Preferreds: An Unfamiliar Corner of the Market

Preferreds: An Unfamiliar Corner of the Market

What Are Preferred Securities?

Preferred securities are a hybrid asset class, combining elements of both stocks and bonds. They provide income like bonds but represent ownership in a company like stocks. Preferreds rank higher in the capital structure than common equity, though they remain subordinate to debt holders. This gives preferred investors a higher claim on assets than common equity in the event of liquidation, placing them in a unique position within a company’s hierarchy. As a result, preferreds allow investors to capitalize on both bond-like income and equity-like growth, making them a unique investment opportunity.

Income Potential and Tax Efficiency

The primary appeal of preferreds is their income generation. They typically offer higher yields than bonds, with dividends paid regularly—often quarterly. These dividends may be eligible for Qualified Dividend Income (QDI) tax treatment, a significant tax advantage for investors. Under current tax laws, QDI is taxed at preferential long-term capital gains rates (typically 0%, 15%, or 20%), rather than at ordinary income tax rates, which can be as high as 37% for some taxpayers.

For dividends to qualify for QDI treatment, the issuing company must meet certain criteria, and the investor must meet holding period requirements. For investors in higher tax brackets, the tax efficiency of preferred securities can significantly boost after-tax returns. QDI treatment allows investors to retain more of their dividend income compared to other fixed-income investments, such as corporate bonds, where interest income is taxed at ordinary income rates. This makes preferreds an attractive option for income-focused investors looking to maximize their after-tax yield and minimize their tax burden.

Diversification

Preferred securities offer portfolio diversification with a risk/return profile that is less correlated to traditional fixed-income assets like bonds and more tied to a company’s creditworthiness than its stock price. This allows preferreds to offer a unique blend of income, with a risk profile that behaves differently from bonds and common stocks.

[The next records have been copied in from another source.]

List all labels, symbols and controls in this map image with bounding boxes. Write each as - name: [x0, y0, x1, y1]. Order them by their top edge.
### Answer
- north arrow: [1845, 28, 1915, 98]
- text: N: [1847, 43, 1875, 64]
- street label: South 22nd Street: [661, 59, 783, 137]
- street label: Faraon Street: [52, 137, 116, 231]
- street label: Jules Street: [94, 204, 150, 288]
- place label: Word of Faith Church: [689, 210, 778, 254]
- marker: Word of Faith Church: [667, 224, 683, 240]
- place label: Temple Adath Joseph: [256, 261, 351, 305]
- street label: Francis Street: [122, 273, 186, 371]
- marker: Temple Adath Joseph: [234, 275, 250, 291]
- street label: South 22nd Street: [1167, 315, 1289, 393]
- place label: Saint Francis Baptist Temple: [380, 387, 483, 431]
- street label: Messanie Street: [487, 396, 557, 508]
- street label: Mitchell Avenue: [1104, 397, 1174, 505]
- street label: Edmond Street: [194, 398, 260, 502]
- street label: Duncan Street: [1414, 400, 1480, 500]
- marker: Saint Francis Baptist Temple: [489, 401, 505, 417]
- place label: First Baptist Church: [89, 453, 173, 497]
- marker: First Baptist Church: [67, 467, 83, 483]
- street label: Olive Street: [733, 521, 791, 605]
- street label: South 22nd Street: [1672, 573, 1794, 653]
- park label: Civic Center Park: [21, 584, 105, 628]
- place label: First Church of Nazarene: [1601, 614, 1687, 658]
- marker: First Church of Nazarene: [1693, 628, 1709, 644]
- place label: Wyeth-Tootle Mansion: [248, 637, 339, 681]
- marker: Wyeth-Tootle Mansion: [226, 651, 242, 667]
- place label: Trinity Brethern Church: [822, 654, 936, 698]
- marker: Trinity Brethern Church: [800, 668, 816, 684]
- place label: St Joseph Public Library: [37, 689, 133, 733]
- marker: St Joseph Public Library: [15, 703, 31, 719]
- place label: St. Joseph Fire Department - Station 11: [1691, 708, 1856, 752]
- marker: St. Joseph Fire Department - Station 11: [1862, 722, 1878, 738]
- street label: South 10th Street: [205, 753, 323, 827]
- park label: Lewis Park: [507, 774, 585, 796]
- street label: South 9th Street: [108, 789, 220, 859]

Unlike bonds, which offer steady income with lower sensitivity to a company’s performance, preferreds are more responsive to a company’s financial health and equity market conditions, offering investors a mix of stability and growth potential. While preferreds provide greater structural protection due to their higher claim on company assets, their drawdown risk can resemble that of equity markets, particularly during significant market downturns.

By combining the characteristics of both stocks and bonds, preferreds serve as a valuable diversifier, helping to reduce overall risk while providing tax-advantaged income. This hybrid nature makes preferreds an appealing option, allowing investors to diversify both their income sources and risk exposure, reducing reliance on fixed income or equities alone.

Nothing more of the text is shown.